- [What the exercise asks]: Write out each line of the entries below that holds the word "linear".

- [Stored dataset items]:
>>
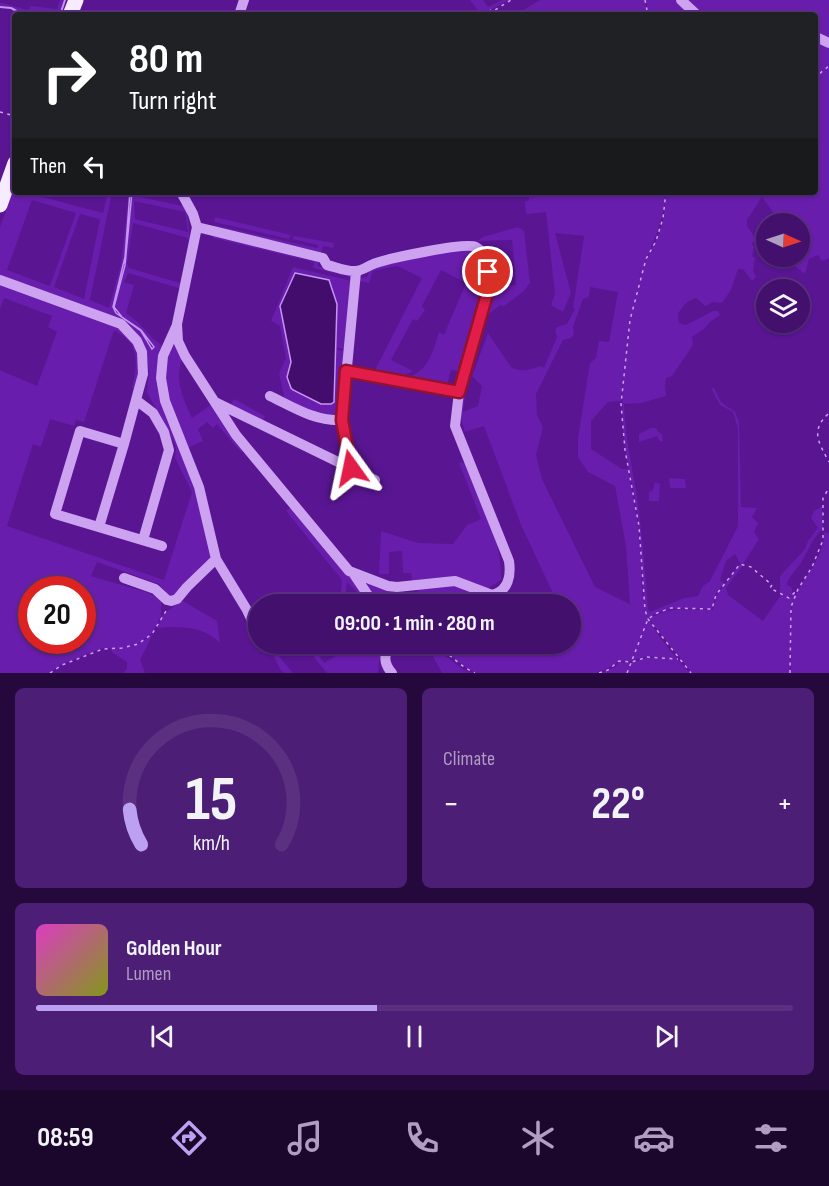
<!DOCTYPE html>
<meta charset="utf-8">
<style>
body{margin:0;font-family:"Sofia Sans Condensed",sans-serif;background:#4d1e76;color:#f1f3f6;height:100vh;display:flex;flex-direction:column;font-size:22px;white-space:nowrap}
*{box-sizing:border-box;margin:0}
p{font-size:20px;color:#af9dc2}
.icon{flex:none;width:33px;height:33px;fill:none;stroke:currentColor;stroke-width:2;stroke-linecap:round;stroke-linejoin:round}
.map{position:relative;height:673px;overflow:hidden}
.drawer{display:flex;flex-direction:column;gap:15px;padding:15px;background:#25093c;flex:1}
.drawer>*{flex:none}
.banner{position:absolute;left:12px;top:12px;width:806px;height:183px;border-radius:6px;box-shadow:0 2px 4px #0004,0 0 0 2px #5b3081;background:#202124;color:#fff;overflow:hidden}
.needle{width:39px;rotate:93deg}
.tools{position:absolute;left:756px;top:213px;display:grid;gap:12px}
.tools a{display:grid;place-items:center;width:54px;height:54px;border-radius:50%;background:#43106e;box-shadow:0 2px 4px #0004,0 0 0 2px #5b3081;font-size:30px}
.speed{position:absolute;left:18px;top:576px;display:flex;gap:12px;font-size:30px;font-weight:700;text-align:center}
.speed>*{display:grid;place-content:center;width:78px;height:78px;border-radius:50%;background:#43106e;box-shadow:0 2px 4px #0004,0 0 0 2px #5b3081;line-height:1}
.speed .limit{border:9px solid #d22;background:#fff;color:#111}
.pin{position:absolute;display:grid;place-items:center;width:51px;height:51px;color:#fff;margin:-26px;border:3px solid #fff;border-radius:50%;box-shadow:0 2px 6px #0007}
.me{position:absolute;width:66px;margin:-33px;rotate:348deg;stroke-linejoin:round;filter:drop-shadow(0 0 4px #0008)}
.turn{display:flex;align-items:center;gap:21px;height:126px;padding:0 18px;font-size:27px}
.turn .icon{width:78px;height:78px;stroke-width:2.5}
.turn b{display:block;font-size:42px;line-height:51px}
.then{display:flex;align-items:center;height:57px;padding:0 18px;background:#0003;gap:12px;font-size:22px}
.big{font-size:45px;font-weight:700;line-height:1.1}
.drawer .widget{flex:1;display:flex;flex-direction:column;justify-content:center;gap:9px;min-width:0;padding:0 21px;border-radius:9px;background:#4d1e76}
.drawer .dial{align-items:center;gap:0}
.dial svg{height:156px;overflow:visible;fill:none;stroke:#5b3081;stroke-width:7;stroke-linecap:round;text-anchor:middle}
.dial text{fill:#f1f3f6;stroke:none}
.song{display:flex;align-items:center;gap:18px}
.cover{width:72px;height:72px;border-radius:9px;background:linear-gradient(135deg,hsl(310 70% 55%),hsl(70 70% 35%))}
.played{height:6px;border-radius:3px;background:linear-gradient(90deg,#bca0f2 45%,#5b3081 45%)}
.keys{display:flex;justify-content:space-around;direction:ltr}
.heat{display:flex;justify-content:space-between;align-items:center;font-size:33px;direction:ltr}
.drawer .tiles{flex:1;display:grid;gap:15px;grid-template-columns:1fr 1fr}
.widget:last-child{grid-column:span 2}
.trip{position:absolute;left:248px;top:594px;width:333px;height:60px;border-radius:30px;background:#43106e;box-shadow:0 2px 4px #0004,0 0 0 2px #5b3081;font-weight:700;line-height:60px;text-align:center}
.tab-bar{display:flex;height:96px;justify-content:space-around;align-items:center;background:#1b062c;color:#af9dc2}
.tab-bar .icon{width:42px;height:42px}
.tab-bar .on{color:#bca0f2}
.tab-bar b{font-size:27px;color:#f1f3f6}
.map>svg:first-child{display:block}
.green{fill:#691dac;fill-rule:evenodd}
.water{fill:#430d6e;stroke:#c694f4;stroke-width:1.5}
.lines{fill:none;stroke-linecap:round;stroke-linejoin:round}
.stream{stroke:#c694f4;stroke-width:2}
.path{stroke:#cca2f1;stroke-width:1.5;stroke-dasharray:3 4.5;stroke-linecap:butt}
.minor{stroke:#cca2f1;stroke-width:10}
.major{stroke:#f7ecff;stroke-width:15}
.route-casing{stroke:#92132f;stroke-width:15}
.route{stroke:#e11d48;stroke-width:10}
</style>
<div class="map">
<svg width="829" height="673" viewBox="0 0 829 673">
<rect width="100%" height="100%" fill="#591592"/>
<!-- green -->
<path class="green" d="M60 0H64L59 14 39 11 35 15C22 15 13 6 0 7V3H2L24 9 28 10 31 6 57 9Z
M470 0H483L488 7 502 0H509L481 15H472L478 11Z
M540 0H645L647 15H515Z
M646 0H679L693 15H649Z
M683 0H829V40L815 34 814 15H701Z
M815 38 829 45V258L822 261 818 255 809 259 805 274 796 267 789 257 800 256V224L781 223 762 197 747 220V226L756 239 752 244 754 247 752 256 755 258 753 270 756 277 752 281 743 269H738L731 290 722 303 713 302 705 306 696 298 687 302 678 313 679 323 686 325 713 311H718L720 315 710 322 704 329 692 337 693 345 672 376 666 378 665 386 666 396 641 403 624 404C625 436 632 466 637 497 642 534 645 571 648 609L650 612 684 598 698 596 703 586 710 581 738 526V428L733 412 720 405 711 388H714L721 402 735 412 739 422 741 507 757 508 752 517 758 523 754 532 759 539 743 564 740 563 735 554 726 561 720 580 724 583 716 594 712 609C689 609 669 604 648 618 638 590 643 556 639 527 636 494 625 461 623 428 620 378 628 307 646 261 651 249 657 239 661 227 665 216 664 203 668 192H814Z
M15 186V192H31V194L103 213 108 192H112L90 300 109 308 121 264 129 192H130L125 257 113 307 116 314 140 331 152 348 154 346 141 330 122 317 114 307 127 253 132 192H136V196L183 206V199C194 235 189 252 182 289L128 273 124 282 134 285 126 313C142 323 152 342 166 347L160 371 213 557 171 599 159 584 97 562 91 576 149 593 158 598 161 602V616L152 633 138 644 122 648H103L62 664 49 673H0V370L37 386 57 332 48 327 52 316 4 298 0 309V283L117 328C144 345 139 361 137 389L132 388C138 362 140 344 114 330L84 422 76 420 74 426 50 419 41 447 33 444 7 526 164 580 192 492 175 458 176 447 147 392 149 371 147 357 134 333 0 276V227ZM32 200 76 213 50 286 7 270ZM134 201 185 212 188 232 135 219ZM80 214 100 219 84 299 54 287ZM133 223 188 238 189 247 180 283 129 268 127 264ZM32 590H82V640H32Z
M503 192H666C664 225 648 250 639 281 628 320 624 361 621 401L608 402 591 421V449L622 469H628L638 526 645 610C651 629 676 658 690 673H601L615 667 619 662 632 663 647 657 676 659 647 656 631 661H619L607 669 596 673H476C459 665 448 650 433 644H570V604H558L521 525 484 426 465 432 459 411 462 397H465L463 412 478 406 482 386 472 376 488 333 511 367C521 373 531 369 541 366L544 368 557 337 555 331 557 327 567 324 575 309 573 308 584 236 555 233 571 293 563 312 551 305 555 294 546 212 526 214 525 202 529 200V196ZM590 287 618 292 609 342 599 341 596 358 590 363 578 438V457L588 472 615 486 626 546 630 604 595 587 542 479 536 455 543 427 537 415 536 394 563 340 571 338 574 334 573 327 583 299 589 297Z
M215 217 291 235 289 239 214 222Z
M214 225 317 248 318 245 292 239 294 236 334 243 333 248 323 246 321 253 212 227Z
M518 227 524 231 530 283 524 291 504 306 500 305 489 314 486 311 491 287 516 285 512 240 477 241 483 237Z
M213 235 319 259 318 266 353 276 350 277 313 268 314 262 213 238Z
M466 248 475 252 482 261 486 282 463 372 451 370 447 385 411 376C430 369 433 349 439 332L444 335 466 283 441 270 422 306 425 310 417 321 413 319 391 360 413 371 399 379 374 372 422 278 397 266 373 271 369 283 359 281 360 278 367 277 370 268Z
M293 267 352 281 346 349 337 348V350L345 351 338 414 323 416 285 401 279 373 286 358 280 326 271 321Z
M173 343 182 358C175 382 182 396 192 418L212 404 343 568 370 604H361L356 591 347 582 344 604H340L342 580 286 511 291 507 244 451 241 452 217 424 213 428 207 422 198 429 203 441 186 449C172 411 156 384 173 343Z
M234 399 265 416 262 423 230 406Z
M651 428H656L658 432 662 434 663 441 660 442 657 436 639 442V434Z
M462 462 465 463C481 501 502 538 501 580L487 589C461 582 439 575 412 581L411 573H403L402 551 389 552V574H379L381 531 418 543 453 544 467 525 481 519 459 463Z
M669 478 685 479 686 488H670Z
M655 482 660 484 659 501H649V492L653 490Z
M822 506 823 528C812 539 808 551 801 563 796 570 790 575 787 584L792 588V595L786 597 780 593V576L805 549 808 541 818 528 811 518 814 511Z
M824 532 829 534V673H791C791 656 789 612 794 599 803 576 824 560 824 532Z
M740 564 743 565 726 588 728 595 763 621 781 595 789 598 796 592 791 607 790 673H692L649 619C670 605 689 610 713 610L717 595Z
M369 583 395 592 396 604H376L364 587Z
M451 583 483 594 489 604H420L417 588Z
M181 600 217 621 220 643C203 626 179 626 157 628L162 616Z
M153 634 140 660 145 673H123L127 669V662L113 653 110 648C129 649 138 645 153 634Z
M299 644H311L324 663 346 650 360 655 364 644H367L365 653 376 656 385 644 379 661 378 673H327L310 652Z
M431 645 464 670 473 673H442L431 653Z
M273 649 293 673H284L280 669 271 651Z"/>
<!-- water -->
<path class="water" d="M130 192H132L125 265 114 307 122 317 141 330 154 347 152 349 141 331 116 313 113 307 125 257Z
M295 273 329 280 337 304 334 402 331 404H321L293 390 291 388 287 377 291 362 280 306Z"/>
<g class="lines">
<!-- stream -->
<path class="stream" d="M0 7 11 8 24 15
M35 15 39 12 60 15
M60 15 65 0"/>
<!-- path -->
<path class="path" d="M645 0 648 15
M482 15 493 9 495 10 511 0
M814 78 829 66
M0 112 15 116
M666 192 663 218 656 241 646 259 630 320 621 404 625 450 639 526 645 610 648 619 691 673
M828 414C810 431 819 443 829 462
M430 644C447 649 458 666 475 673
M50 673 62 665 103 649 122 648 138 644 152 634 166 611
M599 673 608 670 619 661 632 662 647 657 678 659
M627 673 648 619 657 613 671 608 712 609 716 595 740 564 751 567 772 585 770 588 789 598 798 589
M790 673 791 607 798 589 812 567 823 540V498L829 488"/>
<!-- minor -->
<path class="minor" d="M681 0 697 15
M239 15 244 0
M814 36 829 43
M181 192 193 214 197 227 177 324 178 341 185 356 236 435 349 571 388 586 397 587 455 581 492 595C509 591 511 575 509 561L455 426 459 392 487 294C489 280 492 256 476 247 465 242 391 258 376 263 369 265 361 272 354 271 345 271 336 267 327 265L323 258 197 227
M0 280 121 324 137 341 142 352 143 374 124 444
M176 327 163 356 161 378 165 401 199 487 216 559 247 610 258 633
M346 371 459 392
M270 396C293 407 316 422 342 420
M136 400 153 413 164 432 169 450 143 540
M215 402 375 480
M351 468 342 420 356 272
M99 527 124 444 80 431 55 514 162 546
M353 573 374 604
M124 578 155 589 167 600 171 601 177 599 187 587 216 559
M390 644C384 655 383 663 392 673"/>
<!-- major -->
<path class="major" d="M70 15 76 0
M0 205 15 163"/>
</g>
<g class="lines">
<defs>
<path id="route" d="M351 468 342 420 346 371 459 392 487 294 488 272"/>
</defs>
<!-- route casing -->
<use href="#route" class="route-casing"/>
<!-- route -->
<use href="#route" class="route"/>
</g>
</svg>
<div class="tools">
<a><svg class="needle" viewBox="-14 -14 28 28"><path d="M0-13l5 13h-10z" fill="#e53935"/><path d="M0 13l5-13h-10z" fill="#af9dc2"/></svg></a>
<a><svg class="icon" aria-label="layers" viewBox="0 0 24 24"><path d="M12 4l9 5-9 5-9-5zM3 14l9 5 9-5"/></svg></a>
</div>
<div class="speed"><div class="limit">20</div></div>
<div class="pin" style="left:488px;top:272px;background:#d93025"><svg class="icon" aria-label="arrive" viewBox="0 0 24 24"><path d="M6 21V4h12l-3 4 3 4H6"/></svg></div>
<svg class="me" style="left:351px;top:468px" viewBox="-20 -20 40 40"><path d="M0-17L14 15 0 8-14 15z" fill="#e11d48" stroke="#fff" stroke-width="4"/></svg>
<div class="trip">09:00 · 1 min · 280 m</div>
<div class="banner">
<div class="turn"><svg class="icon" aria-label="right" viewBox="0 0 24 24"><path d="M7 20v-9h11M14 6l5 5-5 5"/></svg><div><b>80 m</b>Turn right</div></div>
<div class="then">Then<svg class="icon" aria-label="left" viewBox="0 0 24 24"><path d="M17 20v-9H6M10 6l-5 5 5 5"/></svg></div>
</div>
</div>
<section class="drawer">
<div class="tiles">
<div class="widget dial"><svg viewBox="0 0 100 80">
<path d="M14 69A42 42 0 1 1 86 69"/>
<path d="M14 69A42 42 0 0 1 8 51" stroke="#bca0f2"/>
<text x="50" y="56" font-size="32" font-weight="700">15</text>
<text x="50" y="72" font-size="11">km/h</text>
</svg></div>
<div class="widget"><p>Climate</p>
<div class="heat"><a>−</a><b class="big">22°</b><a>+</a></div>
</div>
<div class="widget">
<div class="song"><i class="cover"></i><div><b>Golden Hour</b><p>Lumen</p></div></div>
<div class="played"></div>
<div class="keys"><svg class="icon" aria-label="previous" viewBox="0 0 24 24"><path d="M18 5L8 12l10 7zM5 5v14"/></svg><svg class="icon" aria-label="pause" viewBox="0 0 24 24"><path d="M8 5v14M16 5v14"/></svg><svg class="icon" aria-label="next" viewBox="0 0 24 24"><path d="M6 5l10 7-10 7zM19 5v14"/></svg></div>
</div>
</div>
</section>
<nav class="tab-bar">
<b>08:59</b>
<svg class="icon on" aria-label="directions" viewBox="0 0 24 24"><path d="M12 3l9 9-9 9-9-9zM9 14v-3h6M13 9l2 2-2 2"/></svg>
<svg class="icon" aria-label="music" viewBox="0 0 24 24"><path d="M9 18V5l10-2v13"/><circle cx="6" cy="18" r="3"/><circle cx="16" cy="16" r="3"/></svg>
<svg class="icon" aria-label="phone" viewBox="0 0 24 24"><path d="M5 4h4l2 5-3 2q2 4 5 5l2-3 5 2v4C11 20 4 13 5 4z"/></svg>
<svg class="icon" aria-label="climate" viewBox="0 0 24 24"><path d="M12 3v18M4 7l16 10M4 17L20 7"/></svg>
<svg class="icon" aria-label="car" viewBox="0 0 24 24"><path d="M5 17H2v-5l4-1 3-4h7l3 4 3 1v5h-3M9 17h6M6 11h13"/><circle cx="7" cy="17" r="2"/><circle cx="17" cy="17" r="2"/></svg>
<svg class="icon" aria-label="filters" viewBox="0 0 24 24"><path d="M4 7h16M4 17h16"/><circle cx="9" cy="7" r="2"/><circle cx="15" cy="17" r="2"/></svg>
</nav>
<<
- [Solution to this task]:
.cover{width:72px;height:72px;border-radius:9px;background:linear-gradient(135deg,hsl(310 70% 55%),hsl(70 70% 35%))}
.played{height:6px;border-radius:3px;background:linear-gradient(90deg,#bca0f2 45%,#5b3081 45%)}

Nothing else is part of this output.